Is Literature Evolving? Kate Pullinger
Publishing is changing rapidly, and writing, reading and bookselling are changing with it, as is the book itself: there is no escaping this fact. While writers are urged by their publishers to engage with social media in order to market their books, storytelling itself is evolving with the new technologies.
I’ve been writing books – novels and short stories – for more than twenty years now, and writing digital fiction for a decade. In 2001 I was asked to teach a creative writing course online which, in turn, led to a year-long AHRB research fellowship at NTU, looking at new forms of narrative online. I began to experiment with hybrid forms of literature during that year – writing stories that combine image, video, animation, sound, music, etc. with words on the screen – and since then I’ve continued to write both books and digital fiction.
Moving online had as profound an effect on me as a writer as publishing my first book did. Beginning to create works of digital fiction forced me to consider the future of publishing, indeed, the future of writing and reading itself, much more deeply than I could ever have anticipated.
A bound book is a technology for reading, created by a printing press, moved from warehouse to retailer to reader via a network of transport technology, conveying the writer’s words to you in a manner to which you are completely accustomed; a technology you were taught to use on your mother’s knee, most likely.
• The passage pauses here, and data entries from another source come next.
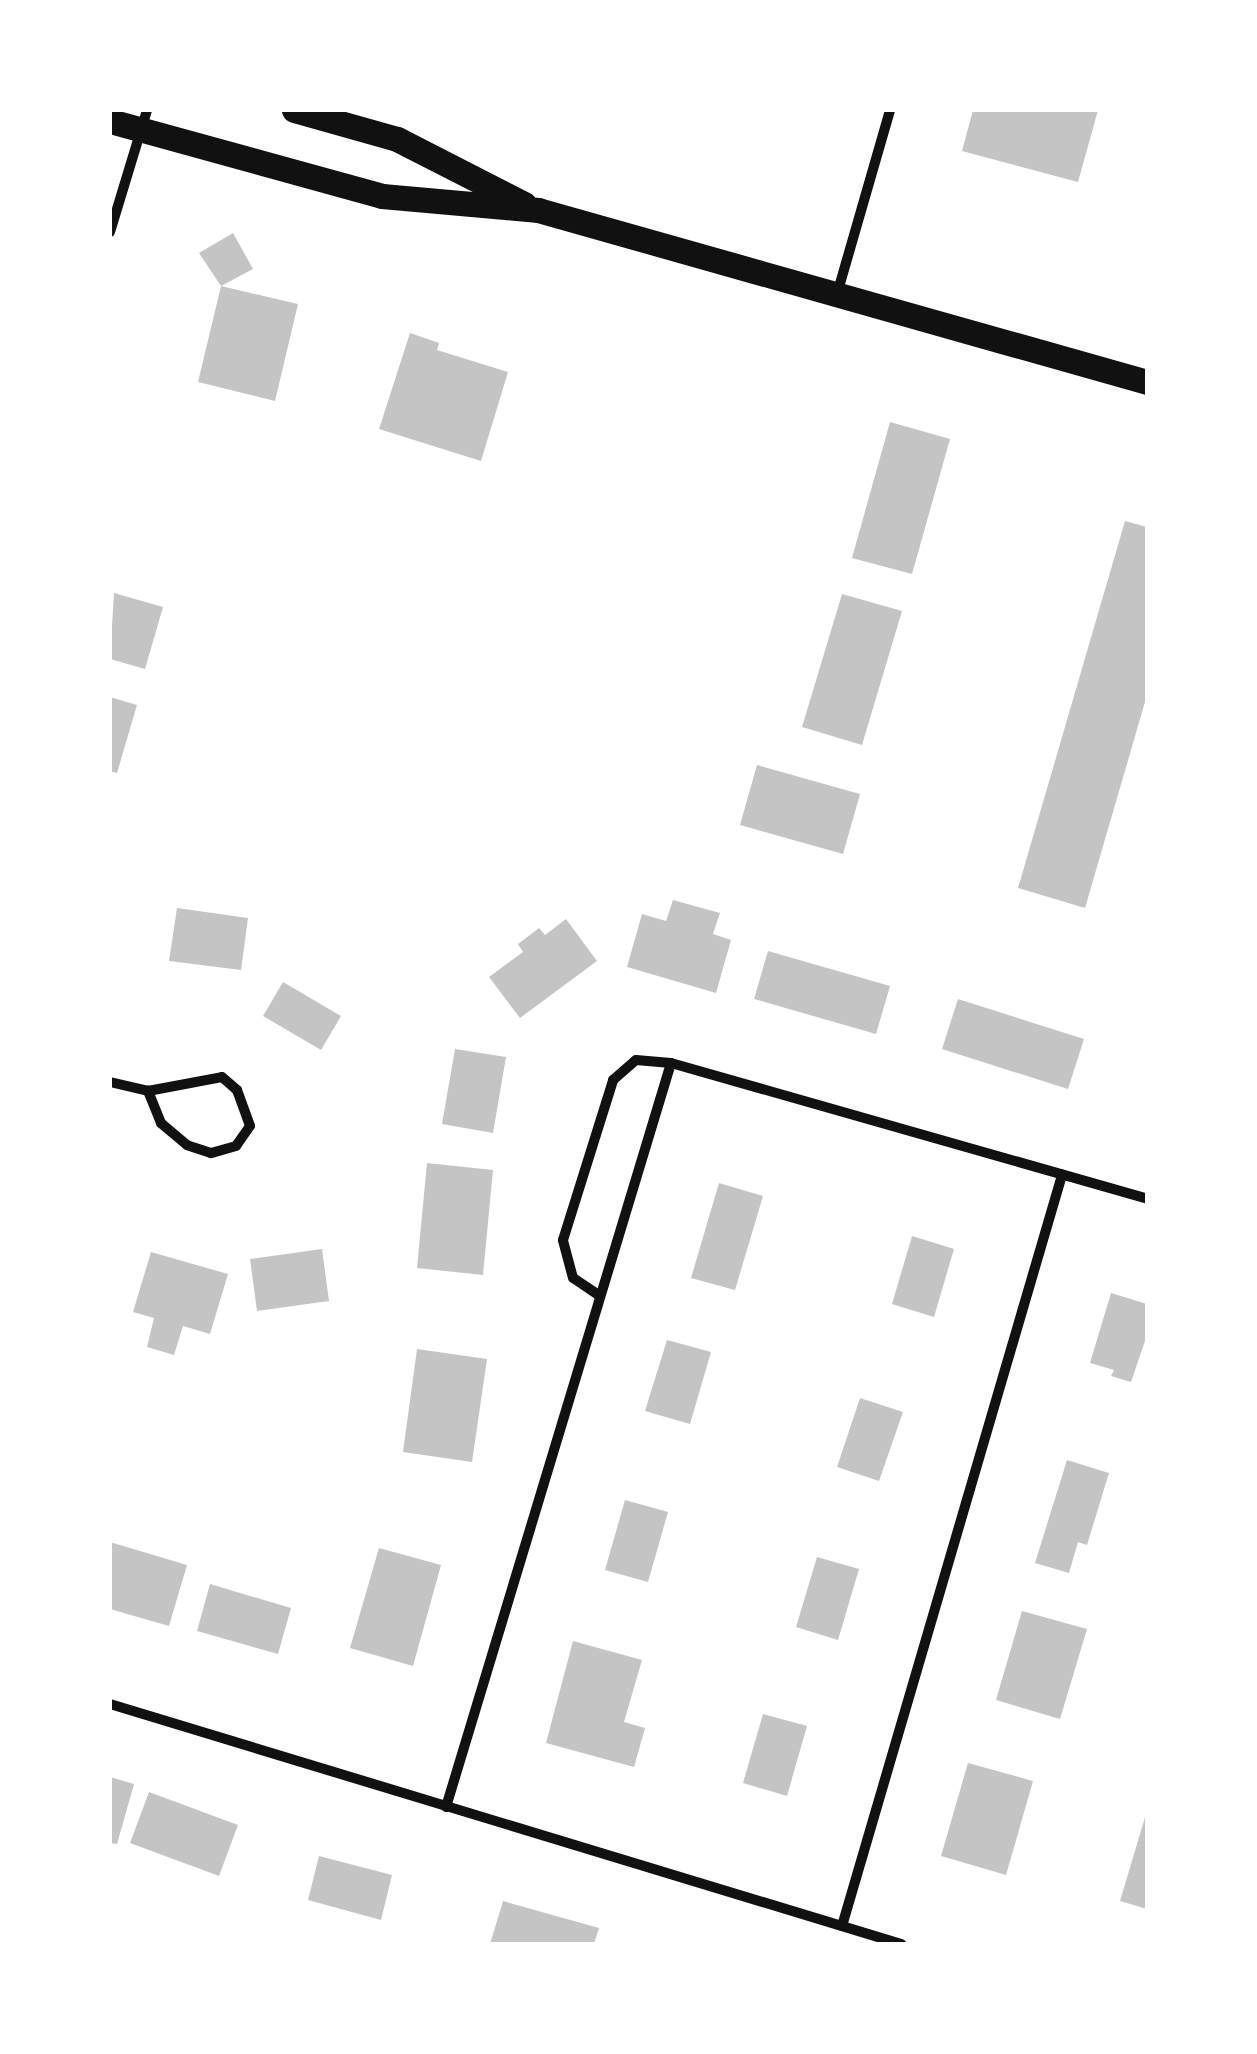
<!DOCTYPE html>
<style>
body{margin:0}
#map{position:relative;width:1257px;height:2054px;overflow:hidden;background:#fff;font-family:"Work Sans",sans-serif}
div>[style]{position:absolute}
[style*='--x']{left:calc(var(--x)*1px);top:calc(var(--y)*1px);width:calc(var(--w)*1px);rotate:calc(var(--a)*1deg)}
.building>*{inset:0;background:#c4c4c4}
.minor>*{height:10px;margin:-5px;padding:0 5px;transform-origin:5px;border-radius:5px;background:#111}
.primary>*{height:25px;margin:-12.5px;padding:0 12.5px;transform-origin:12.5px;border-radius:12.5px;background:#111}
span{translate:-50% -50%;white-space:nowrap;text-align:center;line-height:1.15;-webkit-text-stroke:9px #fff;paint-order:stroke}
.frame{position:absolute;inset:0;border:112px solid #fff;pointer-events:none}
</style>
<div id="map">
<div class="building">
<i style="clip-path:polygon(973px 110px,1098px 110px,1078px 182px,962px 151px)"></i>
<i style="clip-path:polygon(233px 233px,253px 269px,221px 286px,199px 253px)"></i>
<i style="clip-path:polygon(221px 286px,298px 304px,275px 401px,198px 382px)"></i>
<i style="clip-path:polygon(410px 333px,439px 343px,437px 350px,508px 372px,481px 461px,379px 429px)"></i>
<i style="clip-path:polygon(890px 422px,950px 439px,912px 574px,852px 558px)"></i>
<i style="clip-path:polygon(1125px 521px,1147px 527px,1147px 695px,1085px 908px,1018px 888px)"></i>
<i style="clip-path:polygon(114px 593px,163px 607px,145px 669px,110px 659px)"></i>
<i style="clip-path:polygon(842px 594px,902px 611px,862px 745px,802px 727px)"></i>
<i style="clip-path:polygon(110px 697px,137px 705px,117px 773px,110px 771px)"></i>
<i style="clip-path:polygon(757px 765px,860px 794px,843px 854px,740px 825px)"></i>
<i style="clip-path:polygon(673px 900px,720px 913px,713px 934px,731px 940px,716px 993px,627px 967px,642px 914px,666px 921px)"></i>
<i style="clip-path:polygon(177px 908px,248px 918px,241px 970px,169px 961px)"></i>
<i style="clip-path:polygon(566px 919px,597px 961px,520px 1018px,489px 977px,523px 952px,518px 944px,539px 928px,545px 935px)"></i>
<i style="clip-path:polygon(768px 951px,890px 986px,876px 1034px,754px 999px)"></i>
<i style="clip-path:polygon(283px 982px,341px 1016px,321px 1050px,263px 1016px)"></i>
<i style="clip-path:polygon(958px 999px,1084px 1039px,1068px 1089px,942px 1049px)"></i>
<i style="clip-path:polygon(455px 1049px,506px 1057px,493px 1133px,442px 1124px)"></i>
<i style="clip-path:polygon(427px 1163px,493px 1170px,483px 1275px,417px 1268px)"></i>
<i style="clip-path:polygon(719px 1183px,763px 1196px,735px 1290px,691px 1278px)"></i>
<i style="clip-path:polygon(912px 1236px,954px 1249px,934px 1317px,892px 1304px)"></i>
<i style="clip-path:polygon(322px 1249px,329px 1301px,257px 1311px,250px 1259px)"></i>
<i style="clip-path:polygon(151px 1252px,228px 1274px,210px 1334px,183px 1326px,174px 1355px,147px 1347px,154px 1318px,133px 1312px)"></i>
<i style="clip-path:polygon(1111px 1293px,1147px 1304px,1147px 1335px,1131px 1382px,1111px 1376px,1114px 1370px,1090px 1363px)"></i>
<i style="clip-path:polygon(667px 1340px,711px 1352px,690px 1424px,645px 1411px)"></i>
<i style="clip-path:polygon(417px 1349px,487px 1359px,472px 1462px,403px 1452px)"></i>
<i style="clip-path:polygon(860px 1398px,903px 1412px,879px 1481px,837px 1467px)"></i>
<i style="clip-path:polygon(1067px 1460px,1109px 1473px,1087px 1545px,1078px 1542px,1069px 1573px,1035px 1563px)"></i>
<i style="clip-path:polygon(625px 1500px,668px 1512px,648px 1582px,605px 1570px)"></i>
<i style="clip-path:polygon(110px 1542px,187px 1565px,169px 1626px,110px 1609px)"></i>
<i style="clip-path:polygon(379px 1548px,441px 1565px,413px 1666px,350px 1648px)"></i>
<i style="clip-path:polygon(817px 1557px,859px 1569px,838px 1640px,796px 1627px)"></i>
<i style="clip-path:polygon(210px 1584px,291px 1608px,278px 1654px,197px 1631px)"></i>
<i style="clip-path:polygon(1022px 1611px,1087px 1629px,1060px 1719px,996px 1700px)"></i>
<i style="clip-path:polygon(573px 1641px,642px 1660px,624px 1722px,645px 1728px,634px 1767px,546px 1743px)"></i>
<i style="clip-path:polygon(763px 1714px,807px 1726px,787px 1796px,743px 1783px)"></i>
<i style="clip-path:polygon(968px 1763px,1033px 1781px,1006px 1875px,941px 1856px)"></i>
<i style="clip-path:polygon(110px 1777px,134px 1784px,117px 1844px,110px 1843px)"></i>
<i style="clip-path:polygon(149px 1792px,238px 1825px,219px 1876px,130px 1843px)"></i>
<i style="clip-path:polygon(1146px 1814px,1147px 1814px,1147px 1909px,1120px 1901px)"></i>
<i style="clip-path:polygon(319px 1856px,392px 1875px,381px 1920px,308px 1900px)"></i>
<i style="clip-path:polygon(503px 1901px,599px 1928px,594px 1944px,490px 1944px)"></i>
</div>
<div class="minor">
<i style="--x:110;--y:232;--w:127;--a:-73.1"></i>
<i style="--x:837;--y:294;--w:191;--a:-73.9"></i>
<i style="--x:110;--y:1082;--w:39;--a:13"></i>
<i style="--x:148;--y:1091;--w:75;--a:-10.7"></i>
<i style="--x:222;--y:1077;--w:20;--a:41"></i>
<i style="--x:237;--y:1090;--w:38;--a:70"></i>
<i style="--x:250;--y:1126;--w:24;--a:125"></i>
<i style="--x:236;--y:1146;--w:26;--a:164"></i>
<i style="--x:211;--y:1153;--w:25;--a:-162"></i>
<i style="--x:187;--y:1145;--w:34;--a:-140"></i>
<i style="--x:161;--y:1123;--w:35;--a:-112"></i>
<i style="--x:600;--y:1296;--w:32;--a:-146"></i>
<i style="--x:573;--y:1278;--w:39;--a:-105"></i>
<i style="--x:563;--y:1240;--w:168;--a:-72.6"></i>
<i style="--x:613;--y:1080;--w:30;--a:-41"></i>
<i style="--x:636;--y:1060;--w:35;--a:5"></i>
<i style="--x:671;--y:1063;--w:495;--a:15.9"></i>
<i style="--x:110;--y:1704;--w:827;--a:16.88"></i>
<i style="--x:446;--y:1807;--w:777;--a:-73.17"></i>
<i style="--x:842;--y:1926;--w:783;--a:-73.67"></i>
</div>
<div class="primary">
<i style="--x:294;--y:110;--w:107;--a:15.7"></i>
<i style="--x:397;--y:139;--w:143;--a:27.1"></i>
<i style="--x:110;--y:121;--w:282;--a:15.4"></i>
<i style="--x:382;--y:196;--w:157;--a:5.1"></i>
<i style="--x:538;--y:210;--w:633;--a:15.77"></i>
</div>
<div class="frame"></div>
</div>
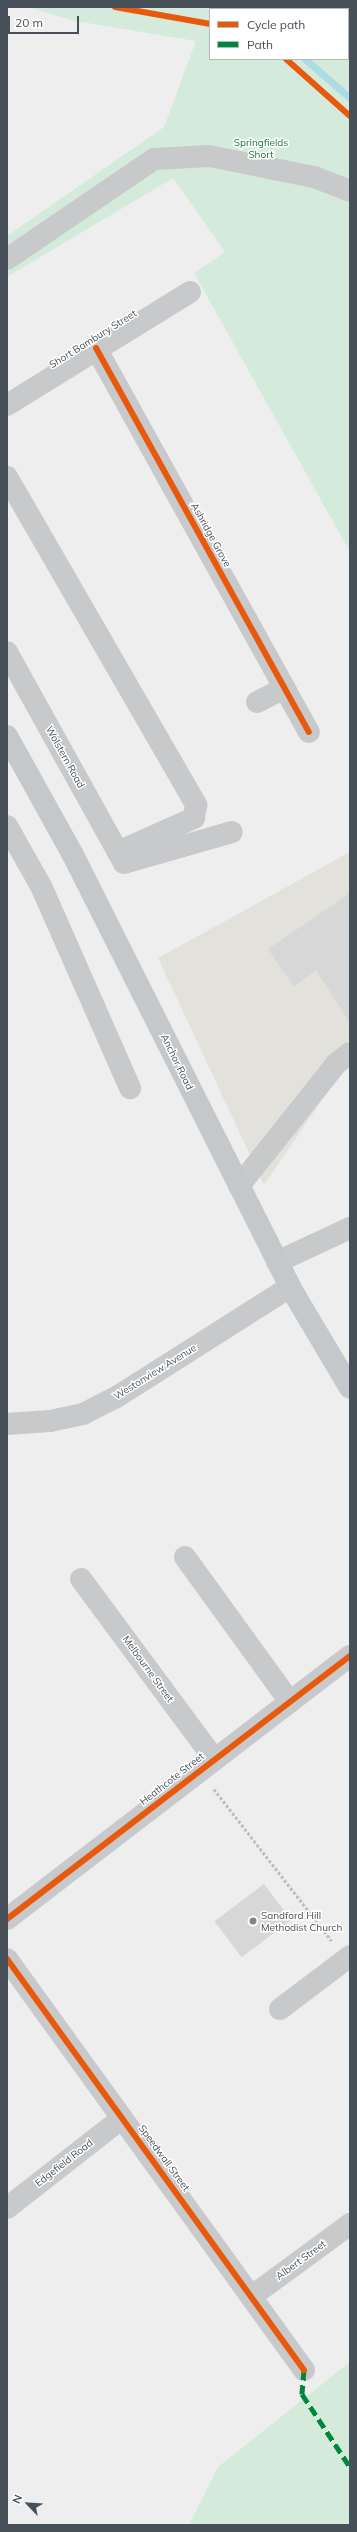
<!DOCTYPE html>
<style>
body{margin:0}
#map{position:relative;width:357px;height:2532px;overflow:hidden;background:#eee;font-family:Mulish,sans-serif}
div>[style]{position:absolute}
.commercial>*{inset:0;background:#e3e1db}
.green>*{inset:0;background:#d4ebdc}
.stream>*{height:7px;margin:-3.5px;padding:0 3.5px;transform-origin:3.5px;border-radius:3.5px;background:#acdbe6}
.building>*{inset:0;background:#d7d7d8;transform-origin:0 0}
.path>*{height:2.5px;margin-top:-1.25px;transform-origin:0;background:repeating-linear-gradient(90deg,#b7c1be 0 3px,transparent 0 5px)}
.minor>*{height:22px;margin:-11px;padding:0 11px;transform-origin:11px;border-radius:11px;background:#c8c9cb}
.major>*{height:22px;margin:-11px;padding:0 11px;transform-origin:11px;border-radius:11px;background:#c4c8ca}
.quiet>*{height:5px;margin-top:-2.5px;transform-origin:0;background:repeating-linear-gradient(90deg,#00873e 0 10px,transparent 0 15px)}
.cycleway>*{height:6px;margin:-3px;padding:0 3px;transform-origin:3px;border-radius:3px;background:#e8590c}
.dots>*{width:11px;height:11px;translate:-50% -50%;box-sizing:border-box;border:2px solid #fff;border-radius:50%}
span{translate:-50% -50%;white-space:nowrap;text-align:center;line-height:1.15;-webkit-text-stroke:3px #fff;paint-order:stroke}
.park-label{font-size:10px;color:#1f7146}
.street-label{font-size:10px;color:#475058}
.poi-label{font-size:10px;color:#475058}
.left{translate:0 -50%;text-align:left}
.frame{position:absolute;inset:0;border:8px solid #475058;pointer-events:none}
.legend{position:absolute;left:209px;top:8px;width:140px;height:52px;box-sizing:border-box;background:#fff;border:1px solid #b5b9bc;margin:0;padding:5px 7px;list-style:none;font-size:12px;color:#475058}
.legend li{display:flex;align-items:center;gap:8px;height:20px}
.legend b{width:20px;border:1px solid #b5b9bc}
.north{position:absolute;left:8px;top:2484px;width:40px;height:40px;-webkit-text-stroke:3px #fff;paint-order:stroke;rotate:295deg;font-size:11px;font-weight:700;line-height:16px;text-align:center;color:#475058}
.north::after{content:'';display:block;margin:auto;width:14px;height:18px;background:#475058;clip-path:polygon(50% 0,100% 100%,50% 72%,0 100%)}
.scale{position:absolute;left:8px;top:16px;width:71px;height:18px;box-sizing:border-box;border:2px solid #475058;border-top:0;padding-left:5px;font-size:12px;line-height:14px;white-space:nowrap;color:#475058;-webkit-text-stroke:3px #fff;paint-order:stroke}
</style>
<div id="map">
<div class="commercial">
<i style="clip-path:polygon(350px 852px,350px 1068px,341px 1072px,264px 1185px,158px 958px)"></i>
</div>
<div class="green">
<i style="clip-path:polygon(evenodd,27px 7px,350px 7px,350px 552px,194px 273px,225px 252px,173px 178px,7px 277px,7px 236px,164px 127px,196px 41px,75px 21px,27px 7px,210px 9px,348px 9px,348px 59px,210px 59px,210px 9px)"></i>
<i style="clip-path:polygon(350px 2362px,350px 2525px,189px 2525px,218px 2467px)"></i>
</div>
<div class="stream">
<i style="left:223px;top:7px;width:10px;rotate:11deg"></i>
<i style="left:305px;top:59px;width:60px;rotate:40.9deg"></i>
</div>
<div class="building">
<i style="clip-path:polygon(350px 893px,350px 1023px,316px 970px,294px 987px,268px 949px)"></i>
<i style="left:264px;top:1884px;width:45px;height:62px;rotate:53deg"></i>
</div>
<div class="path">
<i style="left:214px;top:1789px;width:192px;rotate:52.2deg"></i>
</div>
<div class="minor">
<i style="left:7px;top:259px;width:178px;rotate:-34.2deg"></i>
<i style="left:154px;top:159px;width:55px;rotate:-3.1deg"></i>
<i style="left:209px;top:156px;width:107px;rotate:11.3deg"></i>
<i style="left:314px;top:177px;width:39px;rotate:21deg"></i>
<i style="left:96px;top:348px;width:439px;rotate:61deg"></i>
<i style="left:7px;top:405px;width:215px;rotate:-31.7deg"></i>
<i style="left:7px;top:477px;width:379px;rotate:60deg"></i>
<i style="left:196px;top:805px;width:13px;rotate:99deg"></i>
<i style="left:194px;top:818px;width:83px;rotate:155.9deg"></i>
<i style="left:7px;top:652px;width:241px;rotate:61deg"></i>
<i style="left:124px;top:863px;width:112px;rotate:-16deg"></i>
<i style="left:257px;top:702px;width:31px;rotate:-27deg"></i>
<i style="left:7px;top:826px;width:69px;rotate:60.5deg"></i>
<i style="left:41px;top:886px;width:221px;rotate:66.2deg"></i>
<i style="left:239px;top:1186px;width:157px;rotate:-51.5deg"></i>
<i style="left:337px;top:1063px;width:16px;rotate:-38deg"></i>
<i style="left:277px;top:1262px;width:81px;rotate:-25deg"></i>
<i style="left:7px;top:1424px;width:43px;rotate:-4deg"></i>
<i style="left:50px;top:1421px;width:34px;rotate:-12deg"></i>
<i style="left:83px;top:1414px;width:36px;rotate:-27deg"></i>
<i style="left:115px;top:1398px;width:207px;rotate:-32.4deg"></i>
<i style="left:185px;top:1557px;width:179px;rotate:54.1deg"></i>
<i style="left:81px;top:1579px;width:224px;rotate:53.5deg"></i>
<i style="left:7px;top:1919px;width:432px;rotate:-37.5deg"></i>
<i style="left:7px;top:1959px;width:507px;rotate:54.15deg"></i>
<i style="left:280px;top:2009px;width:88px;rotate:-37.1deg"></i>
<i style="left:7px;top:2208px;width:146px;rotate:-38deg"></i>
<i style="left:252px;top:2296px;width:122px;rotate:-36.3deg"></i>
</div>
<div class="major">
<i style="left:7px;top:736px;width:136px;rotate:61deg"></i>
<i style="left:73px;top:855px;width:483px;rotate:63.3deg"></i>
<i style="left:290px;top:1287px;width:117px;rotate:59.3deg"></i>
</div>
<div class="quiet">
<i style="left:304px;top:2370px;width:24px;rotate:95deg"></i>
<i style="left:302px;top:2394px;width:87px;rotate:56.7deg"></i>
</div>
<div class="cycleway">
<i style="left:115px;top:7px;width:97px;rotate:10.1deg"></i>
<i style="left:286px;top:59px;width:86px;rotate:41.7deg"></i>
<i style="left:96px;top:348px;width:439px;rotate:61deg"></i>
<i style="left:7px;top:1919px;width:432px;rotate:-37.5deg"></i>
<i style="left:7px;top:1959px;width:507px;rotate:54.15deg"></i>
</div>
<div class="dots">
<i style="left:253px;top:1921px;background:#81878c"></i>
</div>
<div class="park-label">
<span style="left:261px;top:148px">Springfields<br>Short</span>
</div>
<div class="street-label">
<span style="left:93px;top:339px;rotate:-32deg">Short Bambury Street</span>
<span style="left:211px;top:535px;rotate:61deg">Ashridge Grove</span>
<span style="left:65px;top:757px;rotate:61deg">Wolstern Road</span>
<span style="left:177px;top:1062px;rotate:64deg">Anchor Road</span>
<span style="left:155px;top:1372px;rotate:-32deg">Westonview Avenue</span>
<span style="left:148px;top:1669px;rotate:54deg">Melbourne Street</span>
<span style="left:172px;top:1779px;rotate:-38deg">Heathcote Street</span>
<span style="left:164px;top:2158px;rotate:54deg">Speedwall Street</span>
<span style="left:64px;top:2163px;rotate:-38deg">Edgefield Road</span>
<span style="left:301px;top:2260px;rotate:-36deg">Albert Street</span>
</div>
<div class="poi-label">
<span class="left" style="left:261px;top:1921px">Sandford Hill<br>Methodist Church</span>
</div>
<div class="frame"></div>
<ul class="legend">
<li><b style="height:5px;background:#e8590c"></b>Cycle path</li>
<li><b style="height:5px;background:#00873e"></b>Path</li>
</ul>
<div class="north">N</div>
<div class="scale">20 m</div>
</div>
But many people are deeply attached to books, myself included, for reasons much more complex than the simple statement ‘I like to read’ could ever convey. The book-lined room is a status symbol as potent as the most expensive hand-printed wallpaper; the desk surrounded by books is as significant an image of intellect as that photograph of Einstein with his hair standing on end. The positions of The Book and The Writer in our culture are laden with layers of meaning, and digitization disrupts and transforms both these things.
As a fiction writer, I’m not really interested in the technological platform itself, be that bound book, e-reader, or web browser. What I am interested in is writing. What I am interested in is language; words, crafted, precise and beautiful; and the way that the right words in the right order can create mental pictures as indelible as the greatest film or photograph or painting. I am interested in what happens when words are liberated from the book – what happens to language, what happens to reading? What does it mean to put text on a screen, to use text combined with other forms of media?
Pundits bemoan the fact that young people are reading fewer books - though actual research on the effect of the internet on reading is in its infancy - but for the under-twenties, the born-digital generation, the acts of reading and writing have been fundamentally altered by the digital age already. With this in mind, it could be argued that the novel, as defined as a single work by a single author aimed at the solitary reader published on paper using fixed print type – or an electronic replica of that - is a relic of a cultural moment, a moment that lasted more than two hundred and fifty years or so but – as all you scholars of the history of literature know - in the context of humanity’s immense shared history of story-telling, a moment nonetheless. The new technologies enable the integration of story and community, writer and reader, media and text; they provide a platform for interactivity and response that we’ve only just begun to explore. It’s the hybrid forms that are now emerging that interest me, as both a writer and a reader. Literature is evolving.
What do you think a Literature of The Future will look like?